During the exam, doctors can help confirm whether what is found is actually an optic nerve pit or another congenital anomaly, such as a defect in the optic disc or a morning glory anomaly. These may have a similar appearance.

Optic nerve pits can also resemble glaucoma, a group of eye diseases that cause damage to the optic nerve and vision loss. Your eye doctor can also rule out glaucoma during the exam.


People with optic nerve pits do not need treatment if they do not have any vision symptoms caused by them. An ophthalmologist may simply recommend monitoring and returning for regular eye exams.

If the macula has fluid buildup associated with serous retinal detachment, the eye will need treatment. These treatments may include:

  • Surgery: An ophthalmologist can perform several types of surgery for the optic nerve pit.The most common one is called pars plana vitrectomy. Sometimes surgery alone, sometimes in combination with other treatments. This type of surgery has shown improved vision in more than 50% of patients with optic nerve depression. It also often successfully reconnects the retina in the event of a complete retinal rupture.
  • inject gas stuffing: This involves the use of gas injected into the eye during retinal surgery to help repair retinal detachments. This procedure typically removes 50% to 75% of the fluid. However, re-injection of gas is often required due to fluid return.
  • inner retina window: This method creates a channel that allows fluid under the macula to drain and flow towards grass. The vitreous is the gel-like fluid in the eye. This method can help resolve fluid buildup and improve vision.
  • Laser photocoagulation: This treatment uses a special laser to prevent fluid from entering the macula. However, this treatment has a lower success rate than other treatments for optic nerve pits.

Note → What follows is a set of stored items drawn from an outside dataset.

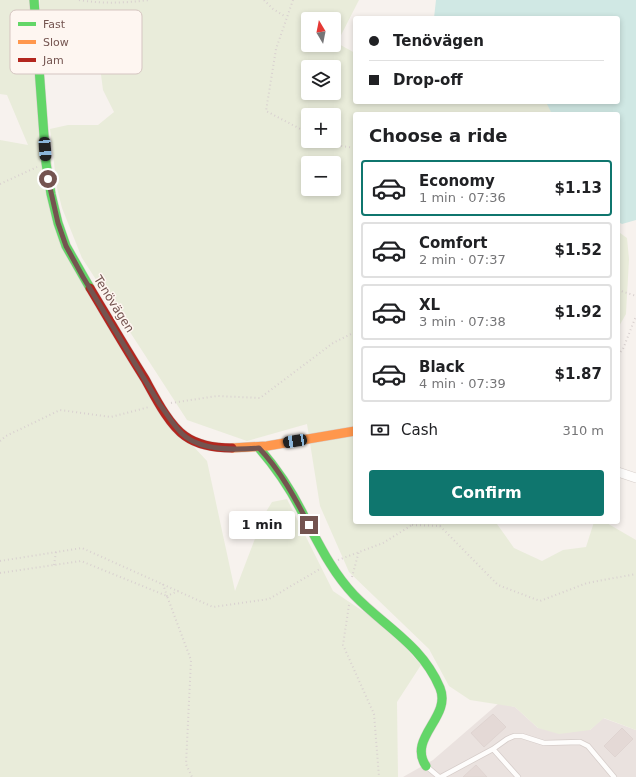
<!DOCTYPE html>
<html lang="en">
<head>
<meta charset="utf-8">
<style>
	body { margin:0; font-family:"DejaVu Sans",sans-serif; background:#f6f6f6; color:#202124; height:100vh; display:flex; flex-direction:column; font-size:15px; white-space:nowrap }
	* { box-sizing:border-box; margin:0 }
	p { font-size:13px; color:#757577 }
	.icon { flex:none; width:22px; height:22px; fill:none; stroke:currentColor; stroke-width:2; stroke-linecap:round; stroke-linejoin:round }
	.map { position:relative; flex:1; overflow:hidden }
	.details { position:absolute; left:353px; top:112px; width:267px; height:412px; display:flex; flex-direction:column; background:#fff; border-radius:4px; box-shadow:0 2px 6px #0003 }
	.details>* { flex:none }
	.hud { position:absolute; left:353px; top:16px; width:267px; height:88px; border-radius:4px; box-shadow:0 2px 6px #0003; display:grid; align-content:center; height:88px; padding:0 16px; background:#fff }
	.needle { width:26px; rotate:350deg }
	.controls { position:absolute; left:301px; top:12px; display:grid; gap:8px }
	.controls a { display:grid; place-items:center; width:40px; height:40px; border-radius:4px; background:#fff; box-shadow:0 2px 6px #0003; font-size:20px }
	.end { position:absolute; width:18px; height:18px; margin:-9px; border:5px solid #745450; background:#fff; box-shadow:0 0 0 2px #fff }
	.from { border-radius:50% }
	.bubble { position:absolute; height:28px; border-radius:4px; background:#fff; box-shadow:0 2px 6px #0003; font-size:13px; font-weight:800; line-height:28px; text-align:center }
	.car { position:absolute; width:12px; height:24px; margin:-12px -6px; border-radius:5px; box-shadow:0 0 3px 1px #0007; background:linear-gradient(#222 24%,#8ab4d8 0 40%,#222 0 76%,#8ab4d8 0 86%,#222 0) }
	.hud b { display:flex; align-items:center; gap:14px; height:38px; font-size:15px }
	.hud b+b { border-top:1px solid #e0e0e0 }
	.hud i { width:10px; height:10px; background:#202124 }
	ul { padding:0; list-style:none }
	li { display:flex; align-items:center; gap:12px; height:56px; margin:0 8px 6px; padding:0 8px; border:2px solid #e0e0e0; border-radius:4px }
	li div { flex:1 }
	li b { display:block; font-size:15px }
	li em { font-style:normal; font-weight:800 }
	li.active { border-color:#0f766e }
	li>.icon { width:36px; height:36px; stroke-width:1.5 }
	h2 { padding:0 16px; font-size:18px; line-height:48px }
	.pay { display:flex; align-items:center; gap:10px; height:44px; padding:0 16px; font-size:15px }
	.pay p { margin-inline-start:auto }
	.primary-button { display:flex; gap:8px; margin-top:auto; padding:8px 16px }
	.primary-button a { flex:1; height:46px; border-radius:4px; background:#0f766e; color:#fff; font-size:16px; font-weight:800; line-height:46px; text-align:center }
	.map>svg:first-child { display:block }
	.industrial { fill:#eae2df }
	.green { fill:#e9ecda; fill-rule:evenodd }
	.water { fill:#d0e8e4 }
	.building { fill:#e4d9d6; stroke:#dfd4d1 }
	.lines { fill:none; stroke-linecap:round; stroke-linejoin:round }
	.lane-casing { stroke:#d6cdca; stroke-width:6 }
	.street-casing { stroke:#d6cdca; stroke-width:10 }
	.fast-casing { stroke:#d7cdca; stroke-width:10 }
	.slow-casing { stroke:#d7cdca; stroke-width:10 }
	.jam-casing { stroke:#d7cdca; stroke-width:10 }
	.path { stroke:#d9d1d0; stroke-width:2; stroke-dasharray:1 3; stroke-linecap:butt }
	.lane { stroke:#fefdfc; stroke-width:4.5 }
	.street { stroke:#fefdfc; stroke-width:9 }
	.fast { stroke:#63d668; stroke-width:9 }
	.slow { stroke:#ff974d; stroke-width:9 }
	.jam { stroke:#b3261e; stroke-width:9 }
	.route { stroke:#745450; stroke-width:5 }
	.labels { text-anchor:middle; stroke-width:3; stroke-linejoin:round; paint-order:stroke }
	.street-label { font-size:12px; fill:#745450; stroke:#fef6f1 }
	.key { fill:#fef6f1; stroke:#d5c5c1; stroke-width:1 }
	.key-label { font-size:11px; fill:#745450 }
</style>
</head>
<body>
<div class="map">
<svg width="636" height="777" viewBox="0 0 636 777">
	<rect width="100%" height="100%" fill="#f7f2ee"/>
	<!-- industrial -->
	<path class="industrial" d="M499,703L515,707L538,728L590,730L603,718L636,730V777H403L433,760Z"/>
	<!-- green -->
	<path class="green" d="M0,0H29L62,236L166,417L207,461L235,591L264,515L272,502L287,499L333,591L388,628L421,665L397,702L398,777H0V140L28,145L7,95L0,94Z
		M40,0H359L337,43L355,53V102H547L552,114H355V522H491L497,524L514,548L542,561L563,550L586,547L594,522H605L636,540V730L604,718L590,730L559,734L538,728L515,707L470,700L449,686L429,649L349,572L320,506L307,424L247,441L187,420L82,258L62,208L57,188L50,129L68,125H98L114,112L103,90L99,59L84,34L68,14L40,11ZM308,19H334V45H308ZM308,67H334V93H308ZM308,115H334V141H308ZM308,163H334V189H308Z
		M620,233L627,238L629,259L626,314L618,328V234Z"/>
	<!-- water -->
	<path class="water" d="M436,0H636V220L622,224L618,222V114H552L546,102H618V18H434Z"/>
	<!-- building -->
	<path class="building" d="M493,714L506,727L484,747L471,733Z
		M622,728L633,739L615,757L604,746Z
		M476,765L487,777H463Z"/>
	<g class="lines">
		<!-- lane casing -->
		<g class="lane-casing">
			<path id="lane" d="M493,749L507,739L514,736H522L544,743L580,742L588,746L614,777
				M426,766L439,777
				M441,777L493,749L518,777"/>
		</g>
		<!-- street casing -->
		<g class="street-casing">
			<path id="street" d="M618,472L636,478"/>
		</g>
		<!-- fast casing -->
		<g class="fast-casing">
			<path id="fast" d="M34,0L46,163L51,194L58,223L66,246L90,288
				M259,448C277,469 292,491 304,516C319,544 332,572 354,595C385,627 422,645 440,688C452,717 407,738 426,766"/>
		</g>
		<!-- slow casing -->
		<g class="slow-casing">
			<path id="slow" d="M232,448L267,446L355,431"/>
		</g>
		<!-- jam casing -->
		<g class="jam-casing">
			<path id="jam" d="M90,288C108,318 126,349 145,379C155,397 169,425 185,436C199,446 215,448 232,448"/>
		</g>
		<!-- path -->
		<path class="path" d="M79,0C103,4 125,3 149,0
			M264,0L273,9L286,17
			M293,0L276,49L266,111L308,133
			M322,141L328,144L355,148
			M0,184L37,167
			M618,290L636,296
			M618,355L623,349L636,316
			M171,403L217,396L260,398L333,343L355,332
			M0,441L6,436L60,410L111,417L149,407
			M412,525L440,526L498,585L540,601L587,583L636,574
			M440,526L445,522
			M338,560L383,543L412,525L415,522
			M0,561L82,548L213,607L269,599L320,569
			M54,565L56,552
			M0,573L81,561L167,596L191,660L186,764L192,777
			M352,577L359,551
			M163,584L167,596L178,591
			M349,605L343,645L374,714L379,777"/>
		<!-- lane -->
		<use href="#lane" class="lane"/>
		<!-- street -->
		<use href="#street" class="street"/>
		<!-- fast -->
		<use href="#fast" class="fast"/>
		<!-- slow -->
		<use href="#slow" class="slow"/>
		<!-- jam -->
		<use href="#jam" class="jam"/>
	</g>
	<g class="lines">
		<!-- route -->
		<path class="route" d="M48,179L58,223L66,246L83,277L160,405C168,415 175,429 186,437C205,451 236,450 259,448C280,470 295,498 309,525"/>
	</g>
	<g class="labels">
		<!-- street labels -->
		<g class="street-label">
			<text transform="translate(114 304) rotate(58)" y="4">Tenövägen</text>
		</g>
	</g>
	<!-- legend -->
	<rect x="10" y="10" width="132" height="64" rx="6" class="key"/>
	<rect x="18" y="22" width="18" height="4" fill="#63d668"/>
	<rect x="18" y="40" width="18" height="4" fill="#ff974d"/>
	<rect x="18" y="58" width="18" height="4" fill="#b3261e"/>
	<g class="key-label">
		<text x="43" y="28">Fast</text>
		<text x="43" y="46">Slow</text>
		<text x="43" y="64">Jam</text>
	</g>
</svg>
<div class="controls">
<a><svg class="needle" viewBox="-14 -14 28 28"><path d="M0-13l5 13h-10z" fill="#e53935"/><path d="M0 13l5-13h-10z" fill="#757577"/></svg></a>
<a><svg class="icon" aria-label="layers" viewBox="0 0 24 24"><path d="M12 4l9 5-9 5-9-5zM3 14l9 5 9-5"/></svg></a>
<a>+</a>
<a>−</a>
</div>
<i class="end from" style="left:48px;top:179px"></i>
<i class="end" style="left:309px;top:525px"></i>
<div class="bubble" style="left:229px;top:511px;width:66px">1 min</div>
<i class="car" style="left:45px;top:149px;rotate:176deg"></i>
<i class="car" style="left:295px;top:441px;rotate:261deg"></i>
<div class="hud">
<b><i class="from"></i>Tenövägen</b>
<b><i></i>Drop-off</b>
</div>
<section class="details">
<h2>Choose a ride</h2>
<ul>
<li class="active"><svg class="icon" aria-label="car" viewBox="0 0 24 24"><path d="M5 17H2v-5l4-1 3-4h7l3 4 3 1v5h-3M9 17h6M6 11h13"/><circle cx="7" cy="17" r="2"/><circle cx="17" cy="17" r="2"/></svg><div><b>Economy</b><p>1 min · 07:36</p></div><em>$1.13</em></li>
<li><svg class="icon" aria-label="car" viewBox="0 0 24 24"><path d="M5 17H2v-5l4-1 3-4h7l3 4 3 1v5h-3M9 17h6M6 11h13"/><circle cx="7" cy="17" r="2"/><circle cx="17" cy="17" r="2"/></svg><div><b>Comfort</b><p>2 min · 07:37</p></div><em>$1.52</em></li>
<li><svg class="icon" aria-label="car" viewBox="0 0 24 24"><path d="M5 17H2v-5l4-1 3-4h7l3 4 3 1v5h-3M9 17h6M6 11h13"/><circle cx="7" cy="17" r="2"/><circle cx="17" cy="17" r="2"/></svg><div><b>XL</b><p>3 min · 07:38</p></div><em>$1.92</em></li>
<li><svg class="icon" aria-label="car" viewBox="0 0 24 24"><path d="M5 17H2v-5l4-1 3-4h7l3 4 3 1v5h-3M9 17h6M6 11h13"/><circle cx="7" cy="17" r="2"/><circle cx="17" cy="17" r="2"/></svg><div><b>Black</b><p>4 min · 07:39</p></div><em>$1.87</em></li>
</ul>
<div class="pay"><svg class="icon" aria-label="cash" viewBox="0 0 24 24"><path d="M3 7h18v10H3z"/><circle cx="12" cy="12" r="2"/></svg>Cash<p>310 m</p></div>
<div class="primary-button"><a>Confirm</a></div>
</section>
</div>
</body>
</html>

Treatment outcomes for optic nerve pits can vary. If macular degeneration is present, vision may drop to 20/200 or worse (normal vision is 20/20) in about 80% of patients. However, the success rate of surgery is about 87%.

In some people, vision does not return to normal despite treatment.


Optic nerve pits are birth defects near the optic nerve that occur in about 1 in 11,000 people. It more commonly affects one eye rather than both. Most people don’t know they have it until an eye doctor observes the pit during an exam.

Optic nerve pits usually do not require treatment and do not cause visual effects. When it does cause vision changes due to macular degeneration, treatment options include various surgeries. Surgery can help improve vision, although some people may not regain normal vision even after treatment.

VigorTip words

If your eye doctor tells you you have an optic nerve pit, follow any instructions on how often you should return for an eye exam. These tests give your doctor an opportunity to monitor optic nerve pits and increase your chances of getting good vision. Talk to your doctor about your long-term risk of developing macular degeneration. Tell your healthcare team if you have any changes in your vision.